Off-label use is commonplace, but it is not based on scientific study and has not gone through the FDA-approval process involving clinical trials. But under the law, doctors can prescribe any drug for an unapproved use. That rule is based on the concept that the FDA does not regulate the practice of medicine, and can't tell doctors what to prescribe. In fact, at times, it seems no one regulates the practice of medicine.
The doctor may go to an off-label use based on his theories about the drug, based on his experience with the drug and also based on recommendations from those touting the drug, or on anything else.
Now, there's new proof that, whatever intuition or other powers doctors draw on when making off-label prescriptions, they sometimes miss the mark.
A common off-label use for three drugs in the class called atypical antipsychotics is to treat agitation and aggression of Alzheimer's patients. The new study finds that the drugs are no more effective than placebos, but in addition, they can cause serious and even fatal adverse effects. In other words, the three drugs are worse than nothing.
Here are the names of those three drugs: Zyprexa, Risperdal and Seroquel. Those drugs, for on-label and off-label uses, ring up about $2 billion in sales a year. This new study passed no judgment on these drugs when used for approved purposes.

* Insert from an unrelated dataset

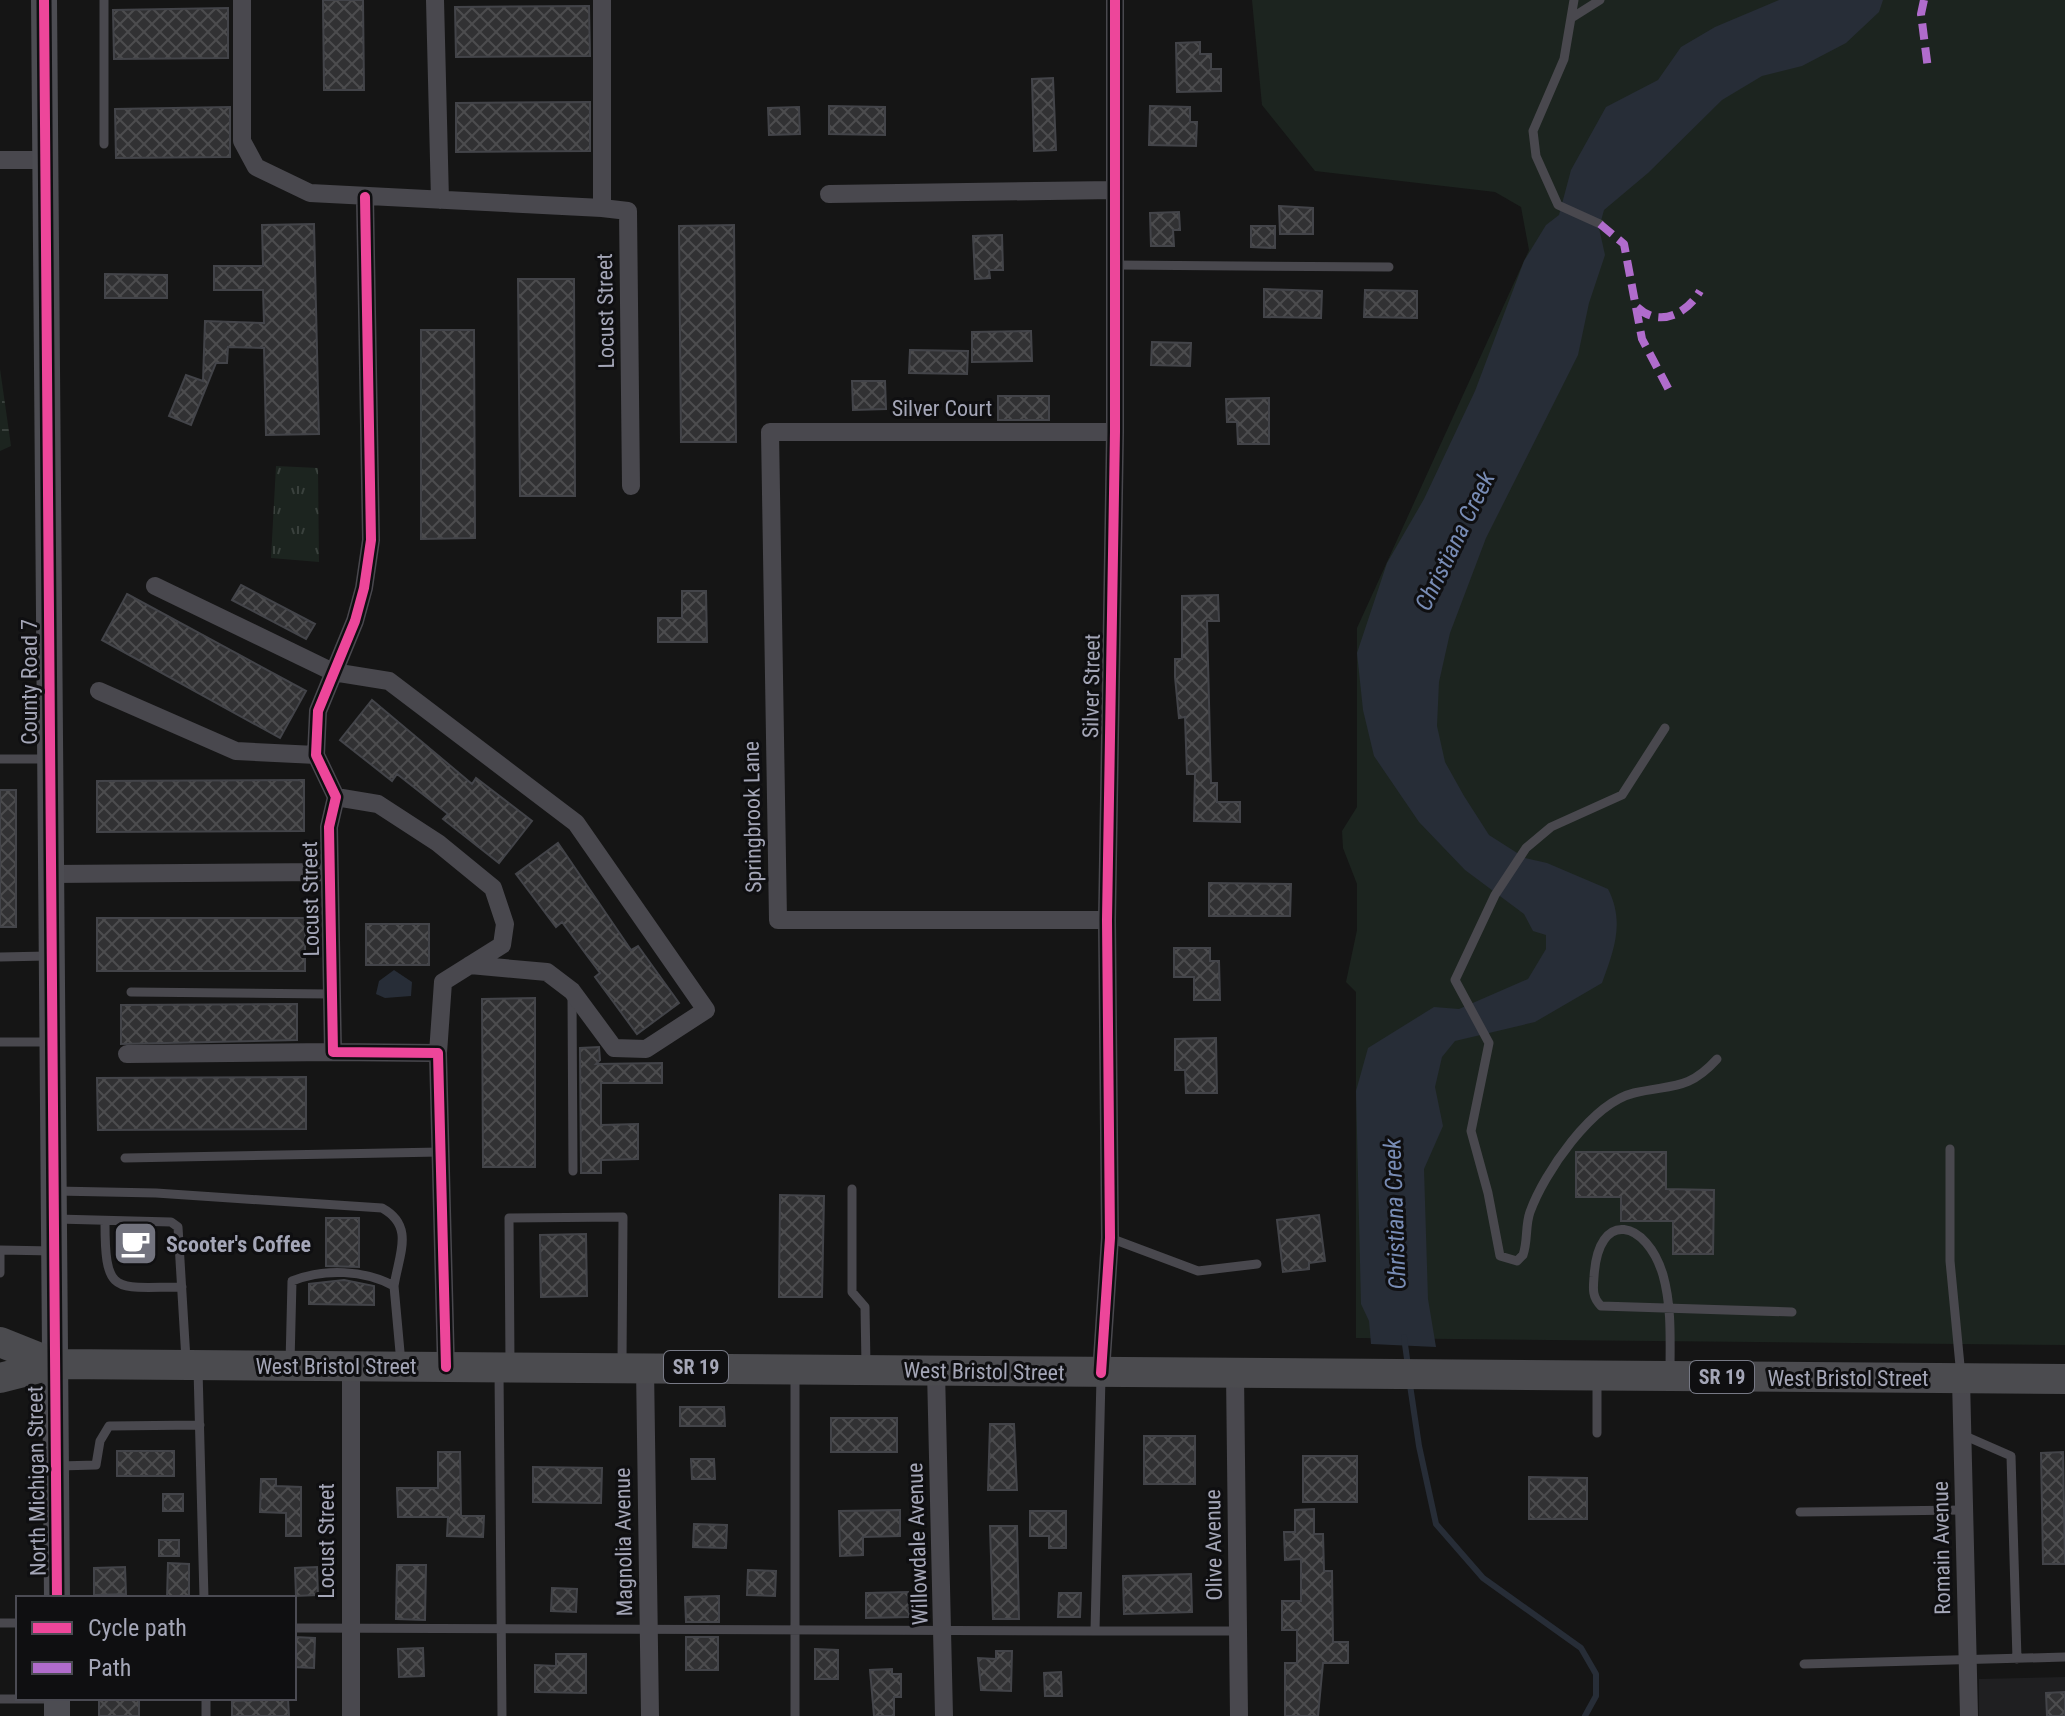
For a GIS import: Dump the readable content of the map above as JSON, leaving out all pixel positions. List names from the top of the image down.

According to one published report, the drugs are prescribed on this off-label basis because families are so desperate to try to help an Alzheimer's victim, because the drugs seem to help once in a while, because company-sponsored doctors are out pushing the off-label uses and perhaps because doctors often prescribe ineffective and/or unsafe drugs.
I found this great revelation from this study published in the New England Journal of Medicine so interesting because, for years, doctors have been indicating these drugs are of little value and, their benefits, if any, are so negligible as not to be worth the risk of adverse effects, which include increased risk of death (compared to a placebo), sedation and confusion causing increased risk of falls and, in the case of Zyprexa and Risperdal, tremors and other Parkinson-like symptoms.

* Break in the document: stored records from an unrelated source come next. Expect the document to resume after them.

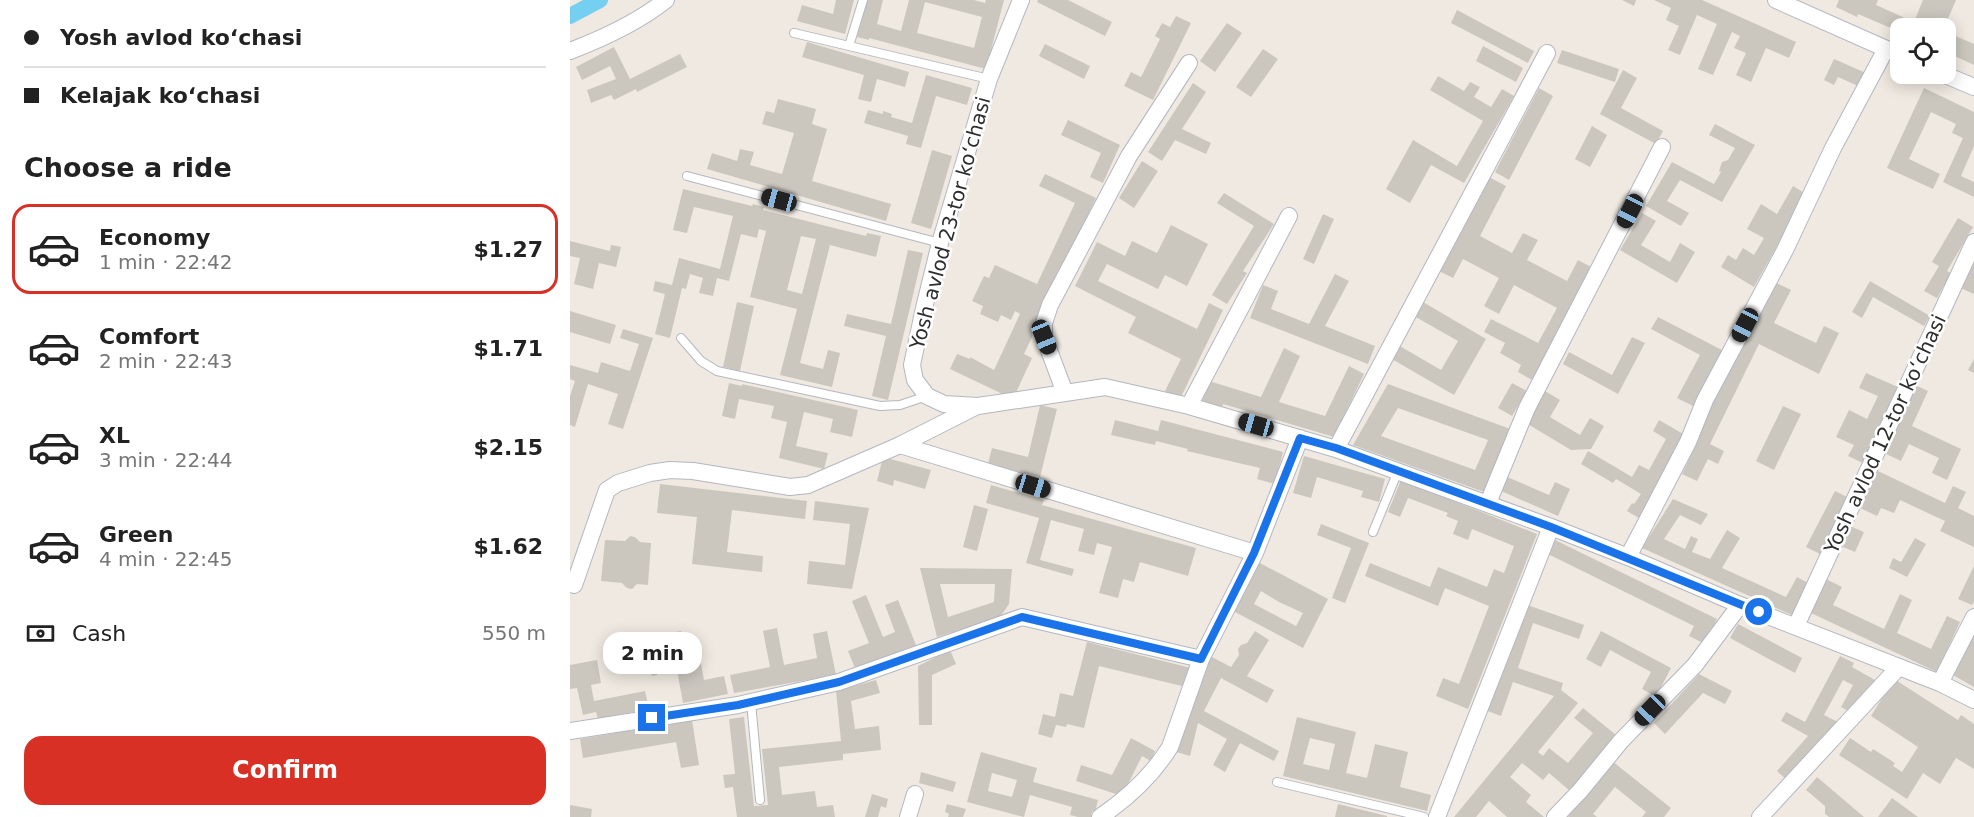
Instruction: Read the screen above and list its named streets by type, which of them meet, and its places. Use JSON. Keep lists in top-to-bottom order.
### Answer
{
  "streets": {
    "street": ["Yosh avlod 23-tor koʻchasi", "Yosh avlod 12-tor koʻchasi"]
  },
  "page": {
    "banner": ["Yosh avlod koʻchasi", "Kelajak koʻchasi"],
    "heading": "Choose a ride",
    "list": [
      {
        "name": "Economy",
        "note": "1 min · 22:42",
        "value": "$1.27"
      },
      {
        "name": "Comfort",
        "note": "2 min · 22:43",
        "value": "$1.71"
      },
      {
        "name": "XL",
        "note": "3 min · 22:44",
        "value": "$2.15"
      },
      {
        "name": "Green",
        "note": "4 min · 22:45",
        "value": "$1.62"
      }
    ],
    "pay": ["Cash", "550 m"],
    "bubble": "2 min",
    "buttons": "Confirm"
  }
}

Another interesting aspect of the study involves the sponsor. The sponsor that financed the study is the National Institute of Mental Health. If this agency did not finance the study, the virtually useless and sometimes dangerous use of these drugs would probably have continued for many years, if not decades. You can be sure the drug industry is not likely to finance any after-approval-of-the-drug study to see if one of its products works or doesn't work. Perhaps an outcome, like the one in question, would be too likely for its tastes.
Still another interesting aspect of the study relates to the prescribing information, which states that patients with Alzheimer's-related psychosis "are at increased risk of death compared to placebo." This suggests that doctors either don't read prescribing information or don't consider death such a big deal when dealing with Alzheimer's patients.

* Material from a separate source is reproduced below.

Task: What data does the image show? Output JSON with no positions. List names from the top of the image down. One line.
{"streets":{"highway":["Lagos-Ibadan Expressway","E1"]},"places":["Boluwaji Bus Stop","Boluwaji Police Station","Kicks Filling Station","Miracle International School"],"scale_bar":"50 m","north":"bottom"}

In a published report in The New York Times, Dr. Gary Kennedy, director of geriatric psychiatry at Montefiore Medical Center in the Bronx, observed that the drugs produce improvement that is modest at best, but that environment and behavior are more important in managing the combative behaviors of the patients (which the drugs are used to control). But the health delivery system is so obsessed with drugs that managing environment, behavior and other variables is not high on the priority list, even if such action would produce better outcomes. Prescribing and testing take the place of many things, including managing environment and behavior and talking to patients. It's much easier to write a prescription, especially when the prescribing pen is pushed by the marketing and legalized bribery of the drug industry, than to explore other more promising approaches.
Another expert, Dr. Jason Karlawish of the University of Pennsylvania, says the three drugs may be of use for "a subgroup of patients who can tolerate them, and in facilities that have the expertise to manage side effects." It would be reassuring to think that all facilities would have expertise to manage the side effects of drugs they give their patients, but apparently that is not the case.
Still another point of interest is that the study in question is the third in a series that finds this class of drugs, the atypical antipsychotics, is not as safe as are usually portrayed. When it comes to drugs, what else is new?
Finally, some observers say this study proves we need more research on how to handle the behavioral problems of Alzheimer's. My guess is this conclusion could have been reached by anyone of modest intelligence without the benefit of this study.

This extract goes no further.